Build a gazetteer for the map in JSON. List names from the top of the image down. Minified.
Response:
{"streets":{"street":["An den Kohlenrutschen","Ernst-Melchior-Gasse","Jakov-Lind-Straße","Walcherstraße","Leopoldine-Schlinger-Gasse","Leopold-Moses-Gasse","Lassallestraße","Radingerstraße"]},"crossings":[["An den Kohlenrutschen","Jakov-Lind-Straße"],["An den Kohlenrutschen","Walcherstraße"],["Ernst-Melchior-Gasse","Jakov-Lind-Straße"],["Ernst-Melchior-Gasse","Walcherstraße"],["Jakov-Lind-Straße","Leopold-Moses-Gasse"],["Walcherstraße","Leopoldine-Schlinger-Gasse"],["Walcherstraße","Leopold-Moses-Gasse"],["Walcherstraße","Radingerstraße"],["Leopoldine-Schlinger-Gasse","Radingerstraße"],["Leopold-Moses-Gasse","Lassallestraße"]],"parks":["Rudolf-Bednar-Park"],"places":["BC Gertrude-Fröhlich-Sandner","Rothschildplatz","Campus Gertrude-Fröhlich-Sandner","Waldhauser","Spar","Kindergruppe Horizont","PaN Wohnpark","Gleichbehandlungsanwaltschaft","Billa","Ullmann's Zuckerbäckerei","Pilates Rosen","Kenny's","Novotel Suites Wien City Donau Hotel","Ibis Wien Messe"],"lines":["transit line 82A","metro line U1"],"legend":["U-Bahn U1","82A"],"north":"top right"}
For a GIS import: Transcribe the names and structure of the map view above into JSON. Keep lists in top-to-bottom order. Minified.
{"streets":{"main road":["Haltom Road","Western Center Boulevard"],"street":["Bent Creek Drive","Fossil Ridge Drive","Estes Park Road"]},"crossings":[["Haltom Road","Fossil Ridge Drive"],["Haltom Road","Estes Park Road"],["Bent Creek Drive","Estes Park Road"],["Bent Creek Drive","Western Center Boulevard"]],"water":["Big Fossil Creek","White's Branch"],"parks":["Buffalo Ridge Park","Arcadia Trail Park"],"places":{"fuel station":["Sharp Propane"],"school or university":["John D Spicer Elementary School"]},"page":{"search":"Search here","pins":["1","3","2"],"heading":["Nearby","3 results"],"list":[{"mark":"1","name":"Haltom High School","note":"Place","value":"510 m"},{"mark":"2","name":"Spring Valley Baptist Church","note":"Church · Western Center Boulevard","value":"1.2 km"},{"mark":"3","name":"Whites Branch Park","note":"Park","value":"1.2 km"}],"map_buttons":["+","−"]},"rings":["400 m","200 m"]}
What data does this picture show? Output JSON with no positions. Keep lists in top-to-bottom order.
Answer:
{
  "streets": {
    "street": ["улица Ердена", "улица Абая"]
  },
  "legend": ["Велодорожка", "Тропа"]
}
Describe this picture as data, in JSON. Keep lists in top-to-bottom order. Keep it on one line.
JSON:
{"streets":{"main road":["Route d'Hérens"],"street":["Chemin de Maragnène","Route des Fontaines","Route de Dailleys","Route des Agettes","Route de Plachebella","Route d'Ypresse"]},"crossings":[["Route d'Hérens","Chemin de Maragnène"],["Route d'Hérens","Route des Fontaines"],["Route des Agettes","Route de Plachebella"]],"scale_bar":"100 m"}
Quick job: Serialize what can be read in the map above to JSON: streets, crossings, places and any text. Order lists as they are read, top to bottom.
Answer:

⁂

■ **Problem requirements**
If a line above holds the string "this", return it as it stands.

■ **Your response**
What data does this picture show? Output JSON with no positions. Keep lists in top-to-bottom order.
Describe this picture as data, in JSON. Keep lists in top-to-bottom order. Keep it on one line.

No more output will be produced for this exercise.